Побежденные, покоренные, рабы. Они-то и становились самыми верными слугами.
Опять я брел по Тверскому бульвару, только в этот раз в сторону Никитских ворот, потом свернул на улицу Герцена и оттого, что не знал, куда себя деть, забрел в Дом литераторов. И первым попался мне навстречу Олег Васильевич Волков, дворянин, с прекрасной бородой, приятно грассирующий. Наверное, не одного меня в этот день спрашивал он вот так:
– Как вы думаете, неужели опять начнут сажать? А в ресторане – как раз мы остановились при входе – было накурено, шумно: эпохи сменяются, а здесь все так же сидят.

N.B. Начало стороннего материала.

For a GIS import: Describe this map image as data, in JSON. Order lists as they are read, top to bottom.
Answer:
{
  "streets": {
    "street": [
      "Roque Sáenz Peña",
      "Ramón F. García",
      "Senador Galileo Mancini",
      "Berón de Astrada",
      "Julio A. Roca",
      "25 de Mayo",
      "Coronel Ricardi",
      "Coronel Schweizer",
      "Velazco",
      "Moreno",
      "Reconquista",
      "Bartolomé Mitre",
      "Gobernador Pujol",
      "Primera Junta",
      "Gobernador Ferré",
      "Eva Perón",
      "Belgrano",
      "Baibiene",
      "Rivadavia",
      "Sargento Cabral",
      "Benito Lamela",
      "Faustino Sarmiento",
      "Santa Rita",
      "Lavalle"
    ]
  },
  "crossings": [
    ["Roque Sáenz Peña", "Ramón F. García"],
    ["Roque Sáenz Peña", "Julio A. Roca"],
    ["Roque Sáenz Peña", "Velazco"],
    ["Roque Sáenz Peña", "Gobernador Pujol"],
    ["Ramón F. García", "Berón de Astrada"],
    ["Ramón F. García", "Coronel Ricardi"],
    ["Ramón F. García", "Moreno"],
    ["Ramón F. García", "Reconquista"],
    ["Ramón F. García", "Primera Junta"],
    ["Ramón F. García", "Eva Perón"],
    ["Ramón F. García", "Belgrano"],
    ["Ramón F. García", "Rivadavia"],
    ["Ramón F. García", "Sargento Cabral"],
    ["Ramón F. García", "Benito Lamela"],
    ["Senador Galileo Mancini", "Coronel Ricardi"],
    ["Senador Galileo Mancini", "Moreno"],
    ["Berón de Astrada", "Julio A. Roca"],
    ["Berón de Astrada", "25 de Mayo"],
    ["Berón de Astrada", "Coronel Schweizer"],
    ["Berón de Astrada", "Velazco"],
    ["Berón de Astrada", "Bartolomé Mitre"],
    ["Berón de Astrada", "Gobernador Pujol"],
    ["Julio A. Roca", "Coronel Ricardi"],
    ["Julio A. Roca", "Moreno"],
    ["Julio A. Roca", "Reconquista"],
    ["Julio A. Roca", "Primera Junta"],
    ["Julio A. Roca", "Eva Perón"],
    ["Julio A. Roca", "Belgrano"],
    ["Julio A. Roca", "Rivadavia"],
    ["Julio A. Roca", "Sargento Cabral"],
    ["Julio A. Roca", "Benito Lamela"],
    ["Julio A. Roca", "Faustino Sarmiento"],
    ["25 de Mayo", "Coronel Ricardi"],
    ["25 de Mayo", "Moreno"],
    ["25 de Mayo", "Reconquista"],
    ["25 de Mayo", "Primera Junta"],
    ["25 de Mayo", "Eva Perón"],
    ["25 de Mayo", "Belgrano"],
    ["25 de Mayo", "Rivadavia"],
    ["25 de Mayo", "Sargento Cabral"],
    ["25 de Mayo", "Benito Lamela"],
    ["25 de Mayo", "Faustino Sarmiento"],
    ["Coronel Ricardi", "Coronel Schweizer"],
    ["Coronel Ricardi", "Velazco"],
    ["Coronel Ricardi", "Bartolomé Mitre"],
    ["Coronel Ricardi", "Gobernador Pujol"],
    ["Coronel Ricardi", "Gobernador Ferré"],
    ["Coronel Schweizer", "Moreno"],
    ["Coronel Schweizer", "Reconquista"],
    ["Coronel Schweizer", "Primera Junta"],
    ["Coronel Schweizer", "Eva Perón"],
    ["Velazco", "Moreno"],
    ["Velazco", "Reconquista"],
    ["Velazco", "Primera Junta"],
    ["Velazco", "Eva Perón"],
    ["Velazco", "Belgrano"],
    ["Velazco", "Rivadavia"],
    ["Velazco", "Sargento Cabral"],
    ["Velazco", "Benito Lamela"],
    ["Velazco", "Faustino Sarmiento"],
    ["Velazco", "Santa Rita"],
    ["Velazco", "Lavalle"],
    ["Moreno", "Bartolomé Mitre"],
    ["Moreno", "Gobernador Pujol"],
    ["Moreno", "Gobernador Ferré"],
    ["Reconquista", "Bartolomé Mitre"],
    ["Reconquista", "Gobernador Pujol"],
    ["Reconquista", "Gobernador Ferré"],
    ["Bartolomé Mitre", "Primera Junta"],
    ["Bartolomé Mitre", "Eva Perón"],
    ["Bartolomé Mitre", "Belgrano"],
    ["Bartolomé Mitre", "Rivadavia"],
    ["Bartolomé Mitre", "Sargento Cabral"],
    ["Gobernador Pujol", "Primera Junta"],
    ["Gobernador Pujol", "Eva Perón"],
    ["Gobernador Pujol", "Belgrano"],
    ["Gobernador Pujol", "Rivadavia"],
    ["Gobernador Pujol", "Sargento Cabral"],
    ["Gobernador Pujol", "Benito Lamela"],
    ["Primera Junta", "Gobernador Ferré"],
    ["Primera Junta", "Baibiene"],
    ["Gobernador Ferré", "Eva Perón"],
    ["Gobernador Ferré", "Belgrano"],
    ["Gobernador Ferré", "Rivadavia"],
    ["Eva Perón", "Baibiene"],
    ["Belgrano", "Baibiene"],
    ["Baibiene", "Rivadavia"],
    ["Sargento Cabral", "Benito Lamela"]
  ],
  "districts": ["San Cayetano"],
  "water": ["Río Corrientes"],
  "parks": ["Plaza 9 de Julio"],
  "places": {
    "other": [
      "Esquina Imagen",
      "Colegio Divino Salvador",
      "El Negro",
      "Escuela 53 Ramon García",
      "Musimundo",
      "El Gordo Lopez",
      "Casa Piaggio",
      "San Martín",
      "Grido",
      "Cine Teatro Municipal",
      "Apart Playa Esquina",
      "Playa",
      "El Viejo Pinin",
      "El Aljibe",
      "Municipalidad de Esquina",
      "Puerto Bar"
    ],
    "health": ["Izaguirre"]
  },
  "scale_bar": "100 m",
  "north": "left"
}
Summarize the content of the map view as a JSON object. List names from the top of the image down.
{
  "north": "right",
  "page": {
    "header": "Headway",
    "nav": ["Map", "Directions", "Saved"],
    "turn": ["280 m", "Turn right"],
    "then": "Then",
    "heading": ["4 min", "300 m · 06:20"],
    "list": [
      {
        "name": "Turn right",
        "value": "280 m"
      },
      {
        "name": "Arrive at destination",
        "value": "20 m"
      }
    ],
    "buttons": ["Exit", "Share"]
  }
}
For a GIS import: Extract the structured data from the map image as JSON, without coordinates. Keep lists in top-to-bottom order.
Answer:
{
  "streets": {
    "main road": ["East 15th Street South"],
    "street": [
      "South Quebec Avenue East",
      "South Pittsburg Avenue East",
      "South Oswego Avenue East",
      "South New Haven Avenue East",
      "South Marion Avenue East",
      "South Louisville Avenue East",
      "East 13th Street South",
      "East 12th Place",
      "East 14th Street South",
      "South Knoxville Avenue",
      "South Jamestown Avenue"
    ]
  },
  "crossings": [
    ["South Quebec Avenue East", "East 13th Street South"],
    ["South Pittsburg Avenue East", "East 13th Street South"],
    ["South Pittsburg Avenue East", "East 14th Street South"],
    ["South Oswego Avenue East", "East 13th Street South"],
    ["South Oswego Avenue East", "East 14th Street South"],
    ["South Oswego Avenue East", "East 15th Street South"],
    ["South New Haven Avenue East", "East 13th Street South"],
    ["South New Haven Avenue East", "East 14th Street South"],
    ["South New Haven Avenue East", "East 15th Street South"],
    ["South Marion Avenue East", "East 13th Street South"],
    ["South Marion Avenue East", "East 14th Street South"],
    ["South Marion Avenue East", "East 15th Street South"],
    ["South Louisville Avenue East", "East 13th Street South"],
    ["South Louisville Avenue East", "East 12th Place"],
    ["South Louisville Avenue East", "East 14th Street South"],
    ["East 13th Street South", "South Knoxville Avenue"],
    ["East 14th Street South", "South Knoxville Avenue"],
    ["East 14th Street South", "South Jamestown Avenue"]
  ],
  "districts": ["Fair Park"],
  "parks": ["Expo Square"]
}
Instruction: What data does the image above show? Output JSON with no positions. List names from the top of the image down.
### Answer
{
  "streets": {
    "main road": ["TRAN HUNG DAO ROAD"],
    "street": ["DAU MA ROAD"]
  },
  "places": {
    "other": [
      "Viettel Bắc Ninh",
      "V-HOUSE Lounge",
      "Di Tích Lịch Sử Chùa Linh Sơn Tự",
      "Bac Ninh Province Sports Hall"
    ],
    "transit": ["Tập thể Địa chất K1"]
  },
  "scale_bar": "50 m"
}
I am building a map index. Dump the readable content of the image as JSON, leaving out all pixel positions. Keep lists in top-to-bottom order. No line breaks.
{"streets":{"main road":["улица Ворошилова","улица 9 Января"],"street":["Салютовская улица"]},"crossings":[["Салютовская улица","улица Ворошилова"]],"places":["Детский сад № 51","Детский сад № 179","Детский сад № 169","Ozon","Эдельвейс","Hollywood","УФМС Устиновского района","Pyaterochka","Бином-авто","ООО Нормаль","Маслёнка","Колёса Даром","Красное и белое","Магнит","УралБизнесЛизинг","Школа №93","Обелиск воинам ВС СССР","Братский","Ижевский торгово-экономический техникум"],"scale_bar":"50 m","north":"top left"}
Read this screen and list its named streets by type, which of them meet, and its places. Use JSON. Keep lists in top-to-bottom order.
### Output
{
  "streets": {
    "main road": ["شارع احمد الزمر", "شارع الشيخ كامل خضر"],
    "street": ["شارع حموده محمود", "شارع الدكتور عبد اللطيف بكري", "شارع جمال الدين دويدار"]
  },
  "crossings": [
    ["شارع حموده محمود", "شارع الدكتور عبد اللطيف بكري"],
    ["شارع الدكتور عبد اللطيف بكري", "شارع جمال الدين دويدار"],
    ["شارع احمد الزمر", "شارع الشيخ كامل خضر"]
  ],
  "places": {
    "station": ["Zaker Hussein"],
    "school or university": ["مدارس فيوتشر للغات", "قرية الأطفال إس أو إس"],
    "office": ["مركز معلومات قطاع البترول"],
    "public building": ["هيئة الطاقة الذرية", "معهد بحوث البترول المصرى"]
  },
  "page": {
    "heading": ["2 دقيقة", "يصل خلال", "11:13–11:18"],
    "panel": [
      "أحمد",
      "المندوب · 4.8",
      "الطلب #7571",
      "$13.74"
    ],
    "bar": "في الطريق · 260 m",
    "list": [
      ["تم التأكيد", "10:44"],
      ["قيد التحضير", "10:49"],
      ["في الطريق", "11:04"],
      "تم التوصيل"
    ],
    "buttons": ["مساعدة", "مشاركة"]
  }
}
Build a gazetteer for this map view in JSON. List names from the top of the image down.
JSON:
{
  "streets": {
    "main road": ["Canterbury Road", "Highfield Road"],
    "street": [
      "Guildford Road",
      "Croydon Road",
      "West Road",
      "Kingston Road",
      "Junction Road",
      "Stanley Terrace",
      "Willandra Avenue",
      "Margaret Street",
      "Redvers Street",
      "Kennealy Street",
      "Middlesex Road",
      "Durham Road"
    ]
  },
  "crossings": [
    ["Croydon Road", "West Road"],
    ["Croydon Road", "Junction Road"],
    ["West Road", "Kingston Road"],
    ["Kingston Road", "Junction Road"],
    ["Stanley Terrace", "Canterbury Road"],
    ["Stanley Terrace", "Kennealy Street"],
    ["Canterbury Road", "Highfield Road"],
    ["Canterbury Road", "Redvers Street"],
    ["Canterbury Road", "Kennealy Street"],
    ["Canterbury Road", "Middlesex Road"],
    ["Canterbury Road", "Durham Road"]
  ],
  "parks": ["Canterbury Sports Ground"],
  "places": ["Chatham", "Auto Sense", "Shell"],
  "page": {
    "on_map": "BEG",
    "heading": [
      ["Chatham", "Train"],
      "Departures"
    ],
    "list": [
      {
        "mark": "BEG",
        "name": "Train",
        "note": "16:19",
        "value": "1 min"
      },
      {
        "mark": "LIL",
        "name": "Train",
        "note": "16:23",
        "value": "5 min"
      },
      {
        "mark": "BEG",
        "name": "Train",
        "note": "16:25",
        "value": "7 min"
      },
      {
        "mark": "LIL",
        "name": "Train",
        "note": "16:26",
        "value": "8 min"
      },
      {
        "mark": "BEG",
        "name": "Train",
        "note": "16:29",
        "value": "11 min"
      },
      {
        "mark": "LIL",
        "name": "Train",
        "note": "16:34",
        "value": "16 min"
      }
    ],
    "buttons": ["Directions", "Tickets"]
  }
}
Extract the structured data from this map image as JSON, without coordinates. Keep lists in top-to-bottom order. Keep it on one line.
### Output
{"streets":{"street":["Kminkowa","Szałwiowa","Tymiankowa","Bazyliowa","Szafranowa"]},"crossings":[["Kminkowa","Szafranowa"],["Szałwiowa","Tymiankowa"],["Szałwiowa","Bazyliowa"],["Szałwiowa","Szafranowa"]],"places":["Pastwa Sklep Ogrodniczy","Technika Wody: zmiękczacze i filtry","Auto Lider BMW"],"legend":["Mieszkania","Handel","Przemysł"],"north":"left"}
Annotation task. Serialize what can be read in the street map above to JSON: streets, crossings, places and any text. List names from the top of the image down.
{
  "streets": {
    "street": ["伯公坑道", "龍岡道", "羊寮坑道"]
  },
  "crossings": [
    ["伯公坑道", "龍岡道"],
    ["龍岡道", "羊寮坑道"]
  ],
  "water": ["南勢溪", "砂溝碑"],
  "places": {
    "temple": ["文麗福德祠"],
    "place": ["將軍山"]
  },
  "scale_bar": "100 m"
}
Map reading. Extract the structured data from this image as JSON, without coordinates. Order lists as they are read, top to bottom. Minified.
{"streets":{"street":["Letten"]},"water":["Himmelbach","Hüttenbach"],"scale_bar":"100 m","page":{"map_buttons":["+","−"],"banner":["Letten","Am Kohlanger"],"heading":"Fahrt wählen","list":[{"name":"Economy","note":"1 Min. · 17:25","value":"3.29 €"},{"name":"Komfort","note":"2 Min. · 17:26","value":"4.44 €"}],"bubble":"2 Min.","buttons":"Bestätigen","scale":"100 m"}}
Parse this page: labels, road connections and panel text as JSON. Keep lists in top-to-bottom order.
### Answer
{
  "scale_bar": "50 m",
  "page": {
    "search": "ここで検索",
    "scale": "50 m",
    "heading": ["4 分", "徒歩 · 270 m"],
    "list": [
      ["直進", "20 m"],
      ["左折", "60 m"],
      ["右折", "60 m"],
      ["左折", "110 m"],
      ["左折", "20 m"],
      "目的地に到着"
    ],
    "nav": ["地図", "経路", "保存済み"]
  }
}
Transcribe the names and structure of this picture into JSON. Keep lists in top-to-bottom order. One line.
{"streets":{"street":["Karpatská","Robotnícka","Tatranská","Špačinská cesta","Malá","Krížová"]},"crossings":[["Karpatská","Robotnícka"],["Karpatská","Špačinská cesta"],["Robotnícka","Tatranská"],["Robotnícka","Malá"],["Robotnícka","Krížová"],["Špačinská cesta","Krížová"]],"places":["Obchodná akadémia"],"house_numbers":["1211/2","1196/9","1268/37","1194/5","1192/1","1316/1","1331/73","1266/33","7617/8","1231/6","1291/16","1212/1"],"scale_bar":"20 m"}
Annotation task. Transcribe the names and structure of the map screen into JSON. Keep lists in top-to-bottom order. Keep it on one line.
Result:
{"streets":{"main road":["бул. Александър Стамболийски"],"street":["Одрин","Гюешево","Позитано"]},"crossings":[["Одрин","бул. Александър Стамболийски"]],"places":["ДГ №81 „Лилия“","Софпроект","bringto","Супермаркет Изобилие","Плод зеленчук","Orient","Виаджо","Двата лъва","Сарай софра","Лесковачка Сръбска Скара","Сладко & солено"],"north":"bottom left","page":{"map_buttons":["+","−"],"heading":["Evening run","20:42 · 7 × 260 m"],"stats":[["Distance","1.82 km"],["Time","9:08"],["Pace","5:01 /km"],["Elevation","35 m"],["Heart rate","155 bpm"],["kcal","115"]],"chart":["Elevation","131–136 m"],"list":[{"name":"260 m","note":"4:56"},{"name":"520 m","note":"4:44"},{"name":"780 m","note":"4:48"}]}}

– Нет, – сказал я уверенно, – не начнут. Этого не будет. Разумеется, ни в чем я не был уверен, но я видел его лицо. Этот человек не десять, не семнадцать, а все двадцать семь лет провел в лагерях и ссылках. И маленькой показалась мне моя беда по сравнению с его тревогой, так надо бы сказать. Но нет, своя беда, мала не мала, она – своя. Я не знал тогда, что книга моя все же будет напечатана, еще не захлопнулась дверь, а потом целых четырнадцать лет находиться ей под запретом.
Но вот это его вопрошающее «неужели – опять?» не раз мне вспоминалось. Целые поколения под этим выросли и живут, и у самых легковерных нет-нет да и шевельнется в душе: «Неужели – опять?»